A guide to distributed tracing with Linkerd
We’re happy to announce that Linkerd 2.6 adds support for distributed tracing! This means that Linkerd data plane proxies can now emit trace spans, allowing you to see the exact amount of time that requests spend in the Linkerd proxy for traced requests. Since using distributed tracing in practice can be quite difficult, in this post, we’ve assembled a reference architecture with our recommendation on the best way to make use of distributed tracing with Linkerd.
Overview
Tracing can be an invaluable tool in debugging distributed systems performance, especially for identifying bottlenecks and understanding the latency cost of each component in your system. If you’re not already familiar with the idea behind distributed tracing, the OpenTelemetry Observability Primer gives a good overview of the concepts. The promises of distributed tracing are exciting, but in our experience, there are significant barriers to achieving those promises in practice.
First, the distributed tracing ecosystem is very complex. It includes a dizzying array of projects such as Zipkin, Jaeger, OpenTracing, OpenCensus, OpenTelemetry, and many many others, each with partially overlapping sets of functionality. There are complex matrices of which projects can interoperate with which other projects and in which ways.
To make matters worse, the addition of a service mesh adds another layer of decision-making complexity. Using a service mesh and using distributed tracing have feature overlap in what they provide, e.g. in the ability to draw application topologies. Also, while most of the features of a service mesh require no code changes, this is not true for distributed tracing. My fellow Linkerd maintainer William Morgan wrote an earlier blog post about this, entitled Distributed tracing in the service mesh: four myths.
Given the amount of confusion we saw in the Linkerd community, it was important to us to not just “add distributed tracing” to Linkerd 2.6 and call it a day, but also to provide concrete recommendations for how a Linkerd-enabled application could actually make use of this feature. Hence, the reference architecture below.

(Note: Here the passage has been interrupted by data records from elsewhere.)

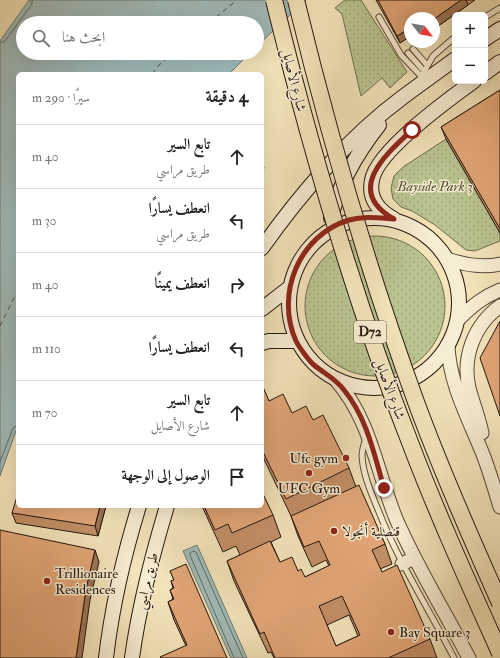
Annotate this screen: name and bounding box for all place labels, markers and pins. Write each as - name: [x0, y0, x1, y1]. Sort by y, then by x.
- place label: Ufc gym: [290, 450, 338, 468]
- marker: Ufc gym: [341, 453, 351, 463]
- marker: UFC Gym: [304, 468, 314, 478]
- place label: UFC Gym: [278, 480, 340, 498]
- place label: قنصلية أنجولا: [342, 521, 400, 540]
- marker: قنصلية أنجولا: [329, 526, 339, 536]
- place label: Trillionaire Residences: [55, 565, 118, 598]
- marker: Trillionaire Residences: [42, 576, 52, 586]
- place label: Bay Square 3: [399, 624, 470, 642]
- marker: Bay Square 3: [386, 627, 396, 637]

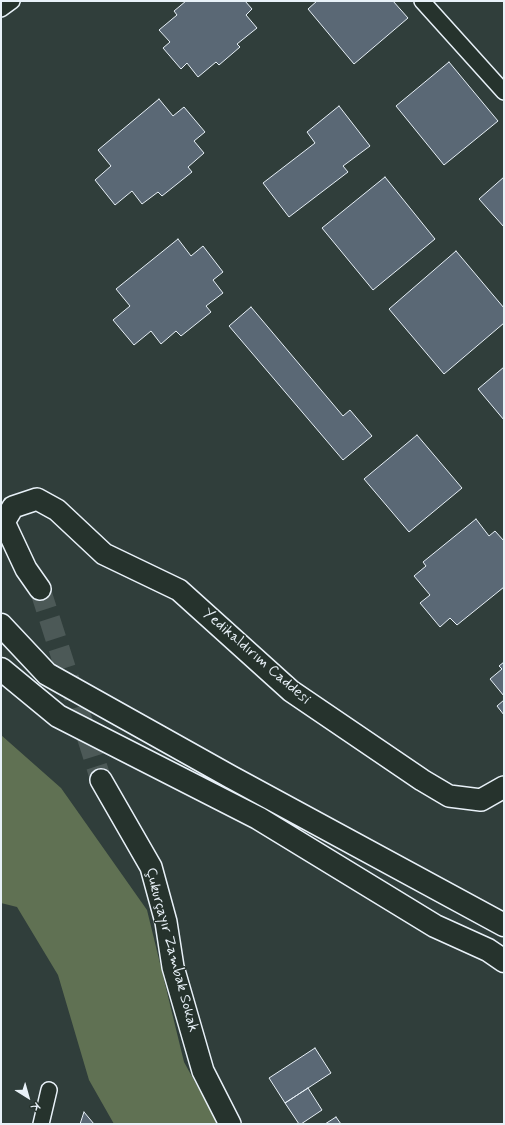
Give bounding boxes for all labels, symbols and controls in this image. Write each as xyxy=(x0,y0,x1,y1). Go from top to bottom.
street label: Yedikaldırım Caddesi xyxy=(198,605,314,709)
street label: Çukurçayır Zambak Sokak xyxy=(140,866,202,1034)
north arrow xyxy=(8,1077,48,1117)
text: K xyxy=(28,1099,43,1115)

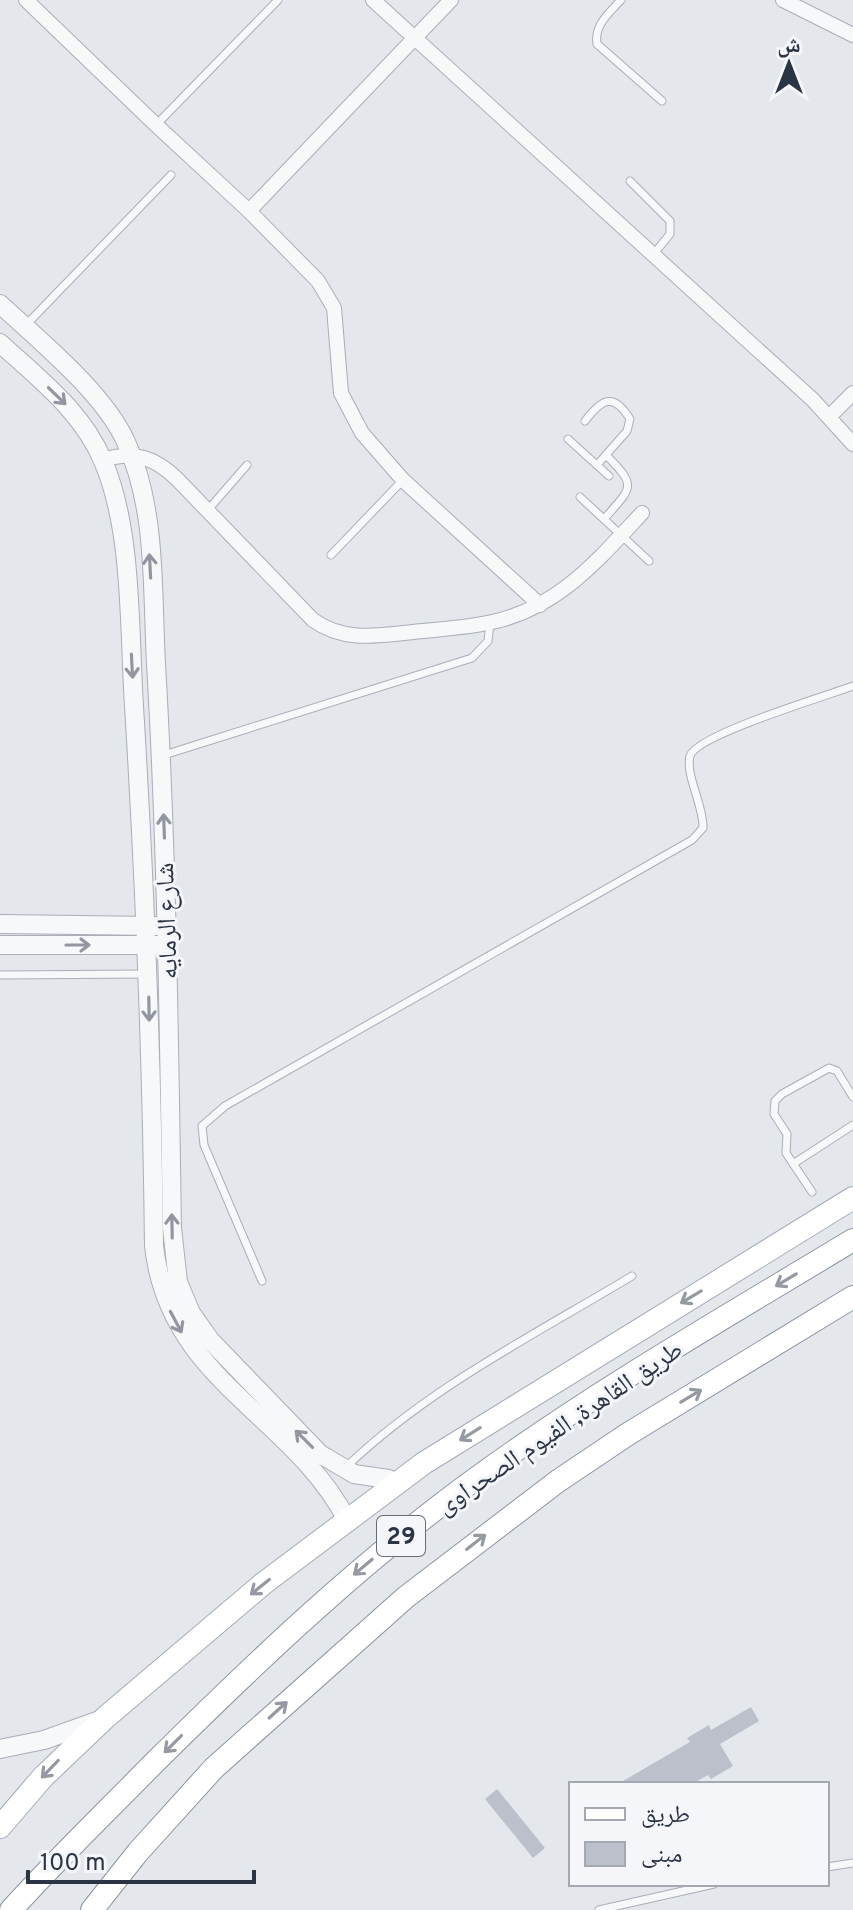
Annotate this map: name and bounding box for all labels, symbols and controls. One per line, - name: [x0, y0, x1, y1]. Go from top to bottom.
- north arrow: [749, 24, 829, 104]
- text: ش: [777, 33, 801, 60]
- one-way arrow: [47, 386, 66, 405]
- one-way arrow: [143, 553, 158, 580]
- one-way arrow: [124, 652, 139, 679]
- one-way arrow: [156, 813, 171, 840]
- street label: شارع الرمايه: [150, 862, 187, 980]
- one-way arrow: [64, 937, 91, 953]
- one-way arrow: [141, 995, 156, 1022]
- one-way arrow: [164, 1213, 180, 1240]
- one-way arrow: [775, 1272, 798, 1288]
- one-way arrow: [680, 1289, 703, 1305]
- one-way arrow: [169, 1309, 185, 1333]
- street label: طريق القاهرة, الفيوم الصحراوى: [431, 1334, 690, 1524]
- one-way arrow: [679, 1387, 702, 1403]
- one-way arrow: [459, 1426, 482, 1442]
- one-way arrow: [295, 1430, 314, 1449]
- road number: 29: [377, 1516, 425, 1556]
- one-way arrow: [465, 1533, 486, 1550]
- one-way arrow: [353, 1558, 374, 1576]
- one-way arrow: [250, 1578, 271, 1596]
- one-way arrow: [267, 1701, 287, 1719]
- one-way arrow: [163, 1735, 183, 1754]
- one-way arrow: [42, 1759, 60, 1779]
- legend: [569, 1782, 829, 1886]
- text: طريق: [641, 1801, 690, 1831]
- scale bar: [28, 1834, 254, 1884]
- text: مبنى: [641, 1841, 682, 1871]
- text: 100 m: [40, 1849, 106, 1879]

Distributed tracing in Linkerd 2.6
First, let’s understand what exactly “distributed tracing support” looks like in Linkerd. It’s actually quite simple: when a Linkerd data plane proxy sees a tracing header in b3 format in a proxied HTTP request (see below for why this particular format), Linkerd will emit a trace span for that request. This span will include information about the exact amount of time spent in the Linkerd proxy, and, in the future, potentially other information as well.
And that’s it. As you can see, Linkerd’s role in distributed tracing is actually quite simple. The complexity lies in everything else that must be in place in order to make this feature of Linkerd useful.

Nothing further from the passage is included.